Since 2007, thousands of area students in kindergarten through grade 12 have learned more about science and their world thanks to Starlab, an inflatable planetarium that visits their schools and other public venues throughout Berkshire County. Starlab is a program of the Berkshire STEM (Science, Technology, Engineering and Math) Pipeline, of which MCLA is the lead partner.
Funded by a STEM Pipeline grant from the Massachusetts Department of Higher Education, the Starlab is part of MCLA's Science Resource Center and is available to Berkshire County educators. It provides a unique learning environment for students as it presents information in an engaging and interactive way.

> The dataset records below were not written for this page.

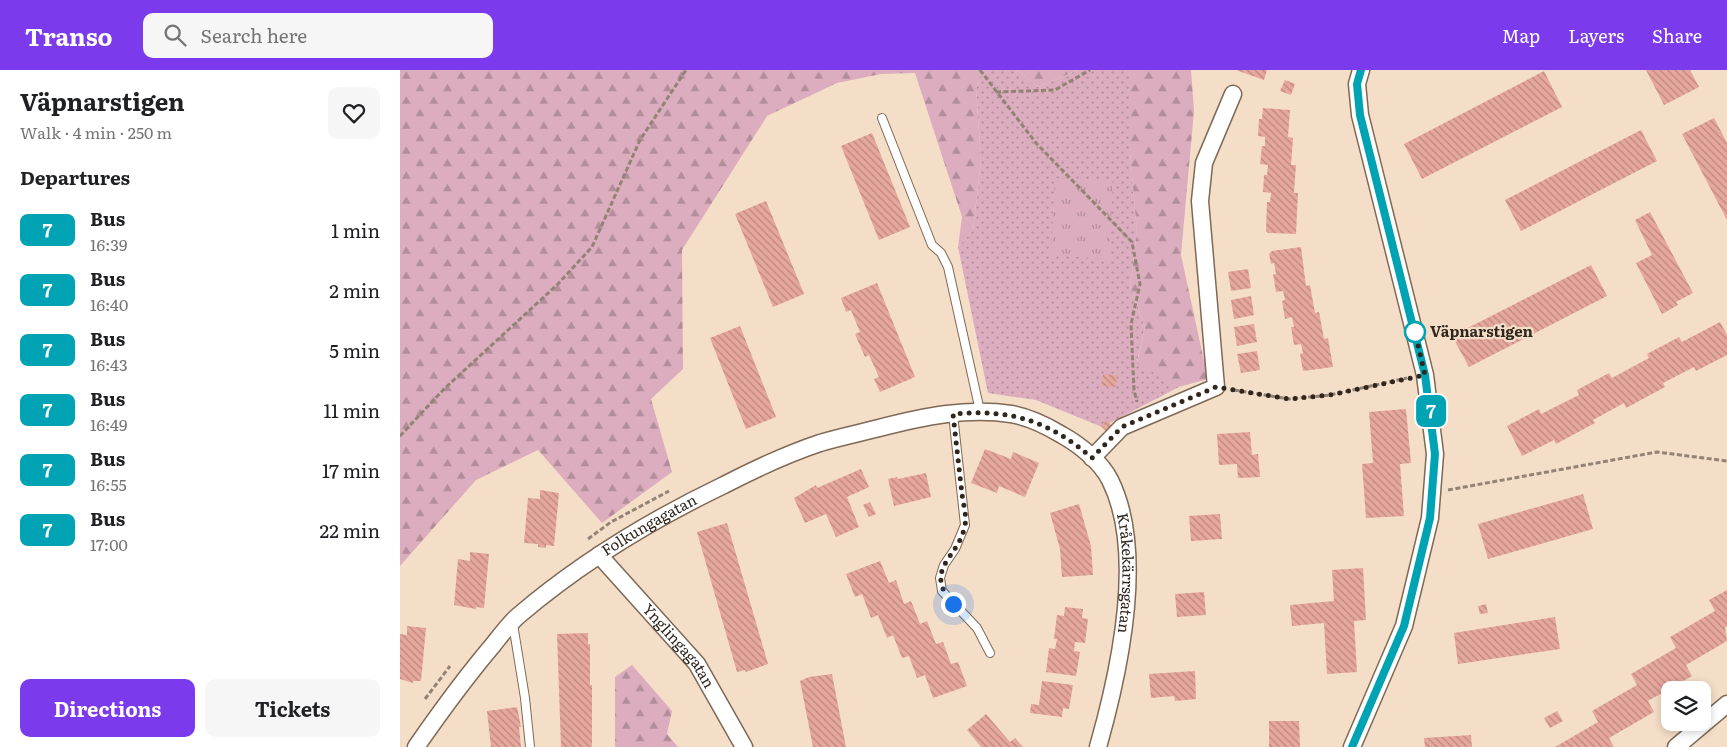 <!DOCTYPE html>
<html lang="en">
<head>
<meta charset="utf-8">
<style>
  body { margin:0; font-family:Literata,serif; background:#f6f6f6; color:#202124; height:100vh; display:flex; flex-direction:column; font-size:19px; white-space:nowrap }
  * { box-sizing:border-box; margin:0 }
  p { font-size:16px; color:#757577 }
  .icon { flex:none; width:28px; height:28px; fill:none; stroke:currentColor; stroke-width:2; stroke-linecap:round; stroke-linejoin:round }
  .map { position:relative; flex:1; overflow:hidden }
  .side { display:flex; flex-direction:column; background:#fff; width:400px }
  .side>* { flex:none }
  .badge { padding:0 10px; border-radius:8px; font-size:18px; line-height:32px }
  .fabs { position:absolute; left:1261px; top:611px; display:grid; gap:10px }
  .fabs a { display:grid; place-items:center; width:50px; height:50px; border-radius:10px; background:#fff; box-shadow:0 2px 8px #0003; font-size:25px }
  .you { position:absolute; width:25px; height:25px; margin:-12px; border:4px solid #fff; border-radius:50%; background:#1a73e8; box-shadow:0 0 0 8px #1a73e833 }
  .map>.badge { position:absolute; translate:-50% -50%; box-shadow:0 0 0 2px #fff }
  h2 { padding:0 20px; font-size:19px; line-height:45px }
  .round { display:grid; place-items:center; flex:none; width:52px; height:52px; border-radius:10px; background:#f6f6f6 }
  .overview { display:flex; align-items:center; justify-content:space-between; height:85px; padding:0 20px }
  h1 { font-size:24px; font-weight:700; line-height:38px }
  .cta { display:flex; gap:10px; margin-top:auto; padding:10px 20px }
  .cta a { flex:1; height:58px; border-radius:10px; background:#7c3aed; color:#fff; font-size:20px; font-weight:700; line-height:58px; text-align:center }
  .cta a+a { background:#f6f6f6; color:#202124 }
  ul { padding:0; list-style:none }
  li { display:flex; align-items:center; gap:15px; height:60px; padding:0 20px }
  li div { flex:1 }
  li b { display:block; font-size:19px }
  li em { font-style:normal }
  li .badge { min-width:55px; font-weight:700; text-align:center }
  header { display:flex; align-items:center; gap:30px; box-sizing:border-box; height:70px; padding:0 25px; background:#7c3aed; color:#fff }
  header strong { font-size:24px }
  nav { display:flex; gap:28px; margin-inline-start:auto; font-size:18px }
  .search { width:350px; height:45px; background:#f6f6f6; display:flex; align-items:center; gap:12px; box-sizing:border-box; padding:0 18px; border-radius:10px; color:#757577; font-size:19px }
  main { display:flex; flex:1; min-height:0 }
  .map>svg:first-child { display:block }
  .grass { fill:url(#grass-dots) }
  .forest { fill:url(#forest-firs) }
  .park { fill:url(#park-tufts) }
  .building { fill:url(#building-back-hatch) }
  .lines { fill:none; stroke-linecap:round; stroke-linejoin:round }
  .lane-casing { stroke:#7e6956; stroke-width:10 }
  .street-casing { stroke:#7e6956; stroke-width:19 }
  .path { stroke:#938374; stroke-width:3; stroke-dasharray:5 2.5; stroke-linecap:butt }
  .lane { stroke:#fff; stroke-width:8 }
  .street { stroke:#fff; stroke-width:16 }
  .line-casing { stroke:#fff; stroke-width:11 }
  .line { stroke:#00a3b4; stroke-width:8 }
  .walk { stroke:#2f261e; stroke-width:5; stroke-dasharray:0 9 }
  .stop-dot { fill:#fff; stroke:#00a3b4; stroke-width:2.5 }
  .labels { text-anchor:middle; stroke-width:4.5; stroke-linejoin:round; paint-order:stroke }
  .stop-label { font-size:15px; font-weight:bold; fill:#2f261e; stroke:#f5dec8; text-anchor:start }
  .street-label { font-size:15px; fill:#2f261e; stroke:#f5dec8 }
</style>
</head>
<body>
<header>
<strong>Transo</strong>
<div class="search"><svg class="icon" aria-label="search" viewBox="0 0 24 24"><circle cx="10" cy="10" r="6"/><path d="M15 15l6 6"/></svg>Search here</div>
<nav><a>Map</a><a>Layers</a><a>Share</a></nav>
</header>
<main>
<section class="side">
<div class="overview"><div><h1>Väpnarstigen</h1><p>Walk · 4 min · 250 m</p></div><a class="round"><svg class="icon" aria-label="heart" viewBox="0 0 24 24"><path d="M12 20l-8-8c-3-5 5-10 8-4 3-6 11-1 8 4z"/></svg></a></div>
<h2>Departures</h2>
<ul>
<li><span class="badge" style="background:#00a3b4;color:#fff">7</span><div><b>Bus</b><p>16:39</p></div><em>1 min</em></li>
<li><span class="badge" style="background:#00a3b4;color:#fff">7</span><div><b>Bus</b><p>16:40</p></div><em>2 min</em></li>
<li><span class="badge" style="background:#00a3b4;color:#fff">7</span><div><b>Bus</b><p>16:43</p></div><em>5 min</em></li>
<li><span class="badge" style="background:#00a3b4;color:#fff">7</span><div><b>Bus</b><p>16:49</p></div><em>11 min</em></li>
<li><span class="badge" style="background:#00a3b4;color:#fff">7</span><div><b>Bus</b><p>16:55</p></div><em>17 min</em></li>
<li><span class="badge" style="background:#00a3b4;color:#fff">7</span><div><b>Bus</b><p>17:00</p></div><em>22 min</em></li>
</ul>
<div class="cta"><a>Directions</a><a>Tickets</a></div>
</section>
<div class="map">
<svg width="1327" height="677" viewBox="0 0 1327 677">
  <defs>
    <pattern id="grass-dots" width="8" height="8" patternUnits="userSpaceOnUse" patternTransform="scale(1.25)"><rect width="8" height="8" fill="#dcadbe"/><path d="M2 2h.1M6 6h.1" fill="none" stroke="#b38d9a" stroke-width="1.8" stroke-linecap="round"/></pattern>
    <pattern id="forest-firs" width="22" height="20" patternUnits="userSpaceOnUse" patternTransform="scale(1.25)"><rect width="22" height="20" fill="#dcadbe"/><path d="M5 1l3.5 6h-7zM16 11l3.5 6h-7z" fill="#b38d9a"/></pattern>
    <pattern id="park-tufts" width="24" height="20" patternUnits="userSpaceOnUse" patternTransform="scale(1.25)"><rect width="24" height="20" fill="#dcadbe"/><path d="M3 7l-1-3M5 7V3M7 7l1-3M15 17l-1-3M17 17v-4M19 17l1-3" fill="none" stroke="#b38d9a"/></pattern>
    <pattern id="building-back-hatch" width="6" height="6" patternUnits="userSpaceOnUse" patternTransform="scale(1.25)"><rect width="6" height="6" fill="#e6a79d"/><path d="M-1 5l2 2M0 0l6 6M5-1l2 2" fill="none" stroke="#bb887f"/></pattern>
  </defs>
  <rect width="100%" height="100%" fill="#f5dec8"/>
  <path class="grass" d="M584,0H617L638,17L678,0H730V83L737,162L730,216L745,257L737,292L779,317L702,357L636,330L588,323L558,177L573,160L581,90L576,18Z"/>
  <path class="forest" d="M0,0H584L576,18L581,90L573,160L558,177L562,147L515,3L481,4L437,13L367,46L282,180L283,299L251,329L272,402L202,453L138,380L76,410L0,496Z
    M617,0H678L638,17Z
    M730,0H791L794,41L781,185L808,309L779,317L737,293L745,257L730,216L737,162L730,83Z
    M232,595L272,641L267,664L278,677H215V607Z"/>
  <path class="park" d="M655,108L713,112L709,189L651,185Z"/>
  <path class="building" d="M836,0H867L864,10Z
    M1246,0H1290L1299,17L1264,35Z
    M1144,1L1162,37L1022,109L1004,74Z
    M885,10L895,14L891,25L880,21Z
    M863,38L890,40L888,67L893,68L891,95H896L894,123H898L896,164L868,163L866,161L867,132H870L871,123L863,122L864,105H867L868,95L860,94L862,76H865V67L858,66L859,49H862Z
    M1314,48L1327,73V150L1282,64Z
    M1241,60L1257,91L1121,161L1105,130Z
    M472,63L510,157L479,170L441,76Z
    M366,131L404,224L373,237L335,144Z
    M1250,142L1293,223L1276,232L1278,235L1262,244L1236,193L1252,185L1235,150Z
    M901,177L906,216L910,215L915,243L919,242L924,269L928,268L933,297L903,301L900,284L903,283L901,274L894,275L891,257H894L892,247L885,249L882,231L885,230L883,221L876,222L873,204H876L874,193L871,194L869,184L872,181Z
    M1191,195L1207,226L1069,297L1052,266Z
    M848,199L851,218L831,221L828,202Z
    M477,213L515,307L480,322L474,309L479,307L469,285L465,287L455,264L460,262L451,240L446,242L441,228Z
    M851,226L854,245L834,249L831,230Z
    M1320,252L1327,265V285L1296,301L1294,297L1263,313L1265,317L1226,338L1224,333L1193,350L1195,353L1156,374L1154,370L1122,386L1107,356L1139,339L1141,344L1179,325L1177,320L1209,303L1212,308L1249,288L1247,284L1279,267L1282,272Z
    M854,254L857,272L837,276L834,257Z
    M340,256L376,347L346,359L310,268Z
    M857,281L860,300L841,303L837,284Z
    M703,304L717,305L716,317L702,316Z
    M1006,339L1011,393L1000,394L1004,446L966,448L962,394L973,393L969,342Z
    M707,350L714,358L708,363L701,356Z
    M850,362L852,385L858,384L860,407L838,408L837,394L819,395L817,364Z
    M585,379L611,389L613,382L639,393L625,427L599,416L597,423L571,413Z
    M461,399L469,417L447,427L459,457L436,467L426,444L405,453L394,428L416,415L417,418Z
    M526,403L531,427L494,436L488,409L497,407L498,409Z
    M140,420L159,423L154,476L146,475V478L138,477V474L124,473L128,428L140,429Z
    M1183,424L1193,459L1088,489L1078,454Z
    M470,432L476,444L469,447L463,435Z
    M679,434L691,476L693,505L662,507L660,479L650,443Z
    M820,444L822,469L791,471L789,446Z
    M327,453L368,594L346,602L345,600L337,602L297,462Z
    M70,482L89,484L84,538L76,537V539L54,535L58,489L70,491Z
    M480,491L489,513L496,510L504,534L511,531L520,554L527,551L536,574L543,572L551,594L558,592L567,616L533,628L525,605L517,608L509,586L502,588L493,565L487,568L478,545L471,548L462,524L455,527L446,504Z
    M963,498L966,550L954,551L957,602L927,604L924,553L892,556L890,535L934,531L932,500Z
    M1327,520V556L1325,558L1327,571L1286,595L1292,606L1248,631L1254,642L1209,668L1214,677H1155L1198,652L1192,641L1237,615L1231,604L1276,578L1270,567L1315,541L1309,530Z
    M804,522L806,545L777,547L775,524Z
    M1086,534L1088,543L1080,544L1078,536Z
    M665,537L683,539L682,548L688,549L685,573L675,572L674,581L680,582L676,606L646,602L649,578L655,579L657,569H654L657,545L664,546Z
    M1155,547L1160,579L1058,594L1054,563Z
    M7,556L26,558L21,611H13V613L0,609V564L7,565Z
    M188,563V574H190V615H192V677H161L157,564Z
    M795,601L796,629L775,631L774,626L751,628L749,604Z
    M432,604L446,677H413L400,611L409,607Z
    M642,611L673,615L669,639L663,638L662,647L630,643L631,634L639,635Z
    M117,637L121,657H119L121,677H91L87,641Z
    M1157,641L1163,651L1150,658L1144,648Z
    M586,644L610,672L615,668L623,677H581L567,660Z
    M869,651H899L900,677H869Z
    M1071,665L1072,677H1025L1024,668Z"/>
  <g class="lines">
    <g class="lane-casing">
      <path id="lane" d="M482,48L532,175L541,183L548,197L580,341
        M553,344L565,455L555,479L544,495L540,508L542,521L577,558L590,583
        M113,554L125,628L130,677"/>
    </g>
    <g class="street-casing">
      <g id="street">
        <path d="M692,388L722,357L816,317L800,131L804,93L833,24"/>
        <path id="s1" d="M199,485L297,594L344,677"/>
        <path id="s2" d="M16,677C41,641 65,608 93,575C101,565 109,554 118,546C180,493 251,450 324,415C355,399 387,384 420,373C440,367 460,363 479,358C522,347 567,337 611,344C629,347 647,356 662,365C680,375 701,392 710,410C746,482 719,603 698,677"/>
        <path d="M952,677L1004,556L1030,448L1035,384L1025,305L960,45L957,14L961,0"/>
        <path d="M1276,677L1327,634"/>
      </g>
    </g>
    <path class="path" d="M580,0L636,73L732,172L740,214L731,254L734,320L737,332
      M596,22L655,20L690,0
      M834,320L889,329L930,325L1007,308
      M0,366L44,319L158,214L192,177L240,70L286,0
      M1048,420L1257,382L1327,391
      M188,469L211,452L269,421
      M25,629L50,596"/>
    <use href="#lane" class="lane"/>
    <use href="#street" class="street"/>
  </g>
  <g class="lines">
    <g class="line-casing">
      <path id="line" d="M952,677L1004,556L1030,448L1035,384L1025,305L960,45L957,14L961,0"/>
    </g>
    <use href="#line" class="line"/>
    <path class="walk" d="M553,534C522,498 559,489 565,455C567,446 563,433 562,424C559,398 556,371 553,344C610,339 648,350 692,388L722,357L816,317L889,329L930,325L1025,305L1015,262"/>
  </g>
  <circle class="stop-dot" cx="1015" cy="262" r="10"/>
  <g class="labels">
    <g class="stop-label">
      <text x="1030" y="267">Väpnarstigen</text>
    </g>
    <g class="street-label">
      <text dy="5" stroke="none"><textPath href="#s2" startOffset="326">Folkungagatan</textPath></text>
      <text dy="5" stroke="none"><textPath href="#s2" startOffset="928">Kråkekärrsgatan</textPath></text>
      <text dy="5" stroke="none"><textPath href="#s1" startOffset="121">Ynglingagatan</textPath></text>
    </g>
  </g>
</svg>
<div class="fabs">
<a><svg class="icon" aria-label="layers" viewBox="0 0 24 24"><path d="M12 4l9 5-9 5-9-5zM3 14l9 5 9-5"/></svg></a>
</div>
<div class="you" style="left:553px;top:534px"></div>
<b class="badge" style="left:1031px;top:341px;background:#00a3b4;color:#fff">7</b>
</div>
</main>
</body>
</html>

Through Starlab, students can learn about the night sky, astronomy, plate tectonics, weather, and much more, according to Monica Joslin, dean of academic affairs at MCLA.
"The Digital Starlab is a compact planetarium projection system designed to produce starfield images for portable and small fixed domes," Joslin explained. "It features a custom fisheye lens, capable of depicting an accurate, high-contrast (12,000:1), simulated night sky with the capacity to explore a multitude of motions and displays, eliminating the need for additional slide projectors, video projectors, sound systems or computers.
"Covering a full 180 degrees on the dome, the small bright stars remain spherical right down to the horizon," Joslin continued. "Using a laptop interface, users can choose from a set of 12 scripted, national standards-based lessons or two full curriculum modules that are included with the system."
The planetarium travels throughout Berkshire County and southern Vermont. In recent months Starlab was at Conte School in Pittsfield, Mass., at Stamford Elementary School in Stamford, Vt., and at Hancock Elementary School in Hancock, Mass. This month, students in Richmond, Mass., will experience Starlab.
Linda Wagner, a former STEM Fellow and a professional educator, offers the Starlab workshops for many of the schools.
"Working with children and teachers in the Starlab is truly a thrilling opportunity. It is one of those experiences that is a genuine 'Oooh, aaah' moment, where children make the connection between their own experiences and the world of science. Nothing could be more rewarding for a teacher than that," Wagner said.
According to Joslin, MCLA decided to become involved in the Starlab program because it serves as a wonderful educational tool by providing a "laboratory" for STEM learning that can be adjusted to different age levels.
"Starlab creates a unique learning environment for virtually every level of education," Joslin said. "It can be used for far more than just astronomy. Best of all, Starlab can be set up right in the classroom, gym, auditorium, or cafeteria."
When the Starlab comes to a school it may stay for only one day or for an entire week, depending on each school's curriculum. Some offer Starlab workshops at the beginning of the semester, or at the end of an instructional unit as a field trip.
Aligned with the Berkshire Compact for Education, the Berkshire STEM Pipeline aims to increase student interest in science, technology, engineering and mathematics - both as fields of study and as potential careers. Other STEM activities held at MCLA include the Region I High School Science Fair and the Region I Middle School Science Fair.